**Exercise brief**
Read through the data, and wherever a line holds the word "canvas", write that line out.

**Data extracts**
══════════════════════════════

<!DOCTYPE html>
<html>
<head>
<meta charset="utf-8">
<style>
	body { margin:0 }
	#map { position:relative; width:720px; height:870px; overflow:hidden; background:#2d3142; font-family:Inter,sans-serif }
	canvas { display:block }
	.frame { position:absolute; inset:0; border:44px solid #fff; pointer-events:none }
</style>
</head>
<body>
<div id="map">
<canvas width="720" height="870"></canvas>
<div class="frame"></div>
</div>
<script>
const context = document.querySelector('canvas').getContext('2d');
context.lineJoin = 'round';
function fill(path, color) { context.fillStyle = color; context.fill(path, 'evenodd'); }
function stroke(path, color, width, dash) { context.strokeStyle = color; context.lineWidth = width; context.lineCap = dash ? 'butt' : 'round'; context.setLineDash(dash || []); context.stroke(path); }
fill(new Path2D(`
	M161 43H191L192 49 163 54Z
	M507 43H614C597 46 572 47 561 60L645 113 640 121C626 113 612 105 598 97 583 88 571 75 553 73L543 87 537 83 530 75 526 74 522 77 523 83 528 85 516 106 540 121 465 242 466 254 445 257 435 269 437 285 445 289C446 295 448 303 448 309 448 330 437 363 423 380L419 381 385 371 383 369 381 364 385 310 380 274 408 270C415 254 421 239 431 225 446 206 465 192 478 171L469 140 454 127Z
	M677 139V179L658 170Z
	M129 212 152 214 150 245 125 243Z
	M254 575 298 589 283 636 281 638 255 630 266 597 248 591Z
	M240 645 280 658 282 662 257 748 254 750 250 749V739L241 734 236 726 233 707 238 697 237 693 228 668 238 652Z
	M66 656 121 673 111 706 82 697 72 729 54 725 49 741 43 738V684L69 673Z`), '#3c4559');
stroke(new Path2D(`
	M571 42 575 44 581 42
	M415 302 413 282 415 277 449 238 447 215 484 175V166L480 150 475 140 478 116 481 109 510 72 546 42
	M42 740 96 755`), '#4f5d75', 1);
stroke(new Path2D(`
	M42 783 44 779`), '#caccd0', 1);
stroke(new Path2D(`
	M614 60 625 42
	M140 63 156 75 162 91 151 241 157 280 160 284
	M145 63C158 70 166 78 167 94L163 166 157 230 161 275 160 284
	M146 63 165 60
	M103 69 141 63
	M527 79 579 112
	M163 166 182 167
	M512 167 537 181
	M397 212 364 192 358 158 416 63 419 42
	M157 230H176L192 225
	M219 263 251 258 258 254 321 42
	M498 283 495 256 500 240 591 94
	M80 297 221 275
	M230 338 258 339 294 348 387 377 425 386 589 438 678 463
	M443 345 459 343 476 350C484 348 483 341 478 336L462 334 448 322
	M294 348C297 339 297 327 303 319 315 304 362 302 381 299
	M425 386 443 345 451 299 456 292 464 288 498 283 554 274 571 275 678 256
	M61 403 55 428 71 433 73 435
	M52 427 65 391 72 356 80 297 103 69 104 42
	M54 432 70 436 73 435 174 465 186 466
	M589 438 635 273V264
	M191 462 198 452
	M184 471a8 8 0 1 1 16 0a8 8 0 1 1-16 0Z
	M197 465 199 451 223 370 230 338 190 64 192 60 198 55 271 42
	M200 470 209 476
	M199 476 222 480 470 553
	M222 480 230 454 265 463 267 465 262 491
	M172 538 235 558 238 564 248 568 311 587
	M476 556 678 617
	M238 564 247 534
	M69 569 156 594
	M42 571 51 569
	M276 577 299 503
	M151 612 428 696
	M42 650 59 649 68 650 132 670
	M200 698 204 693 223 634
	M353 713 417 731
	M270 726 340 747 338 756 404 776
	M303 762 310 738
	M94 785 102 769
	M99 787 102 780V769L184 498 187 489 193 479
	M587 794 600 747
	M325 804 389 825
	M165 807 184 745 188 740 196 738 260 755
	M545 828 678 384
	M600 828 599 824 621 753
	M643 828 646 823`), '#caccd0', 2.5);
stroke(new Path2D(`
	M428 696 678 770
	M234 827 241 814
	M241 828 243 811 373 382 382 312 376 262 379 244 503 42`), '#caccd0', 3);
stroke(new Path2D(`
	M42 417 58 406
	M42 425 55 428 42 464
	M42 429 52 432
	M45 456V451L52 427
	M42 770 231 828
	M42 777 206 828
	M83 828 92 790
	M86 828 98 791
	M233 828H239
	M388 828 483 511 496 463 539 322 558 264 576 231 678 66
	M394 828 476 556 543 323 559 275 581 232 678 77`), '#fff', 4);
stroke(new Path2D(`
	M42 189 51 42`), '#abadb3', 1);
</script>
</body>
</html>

══════════════════════════════

**Solution for this exercise**
	canvas { display:block }
<canvas width="720" height="870"></canvas>
const context = document.querySelector('canvas').getContext('2d');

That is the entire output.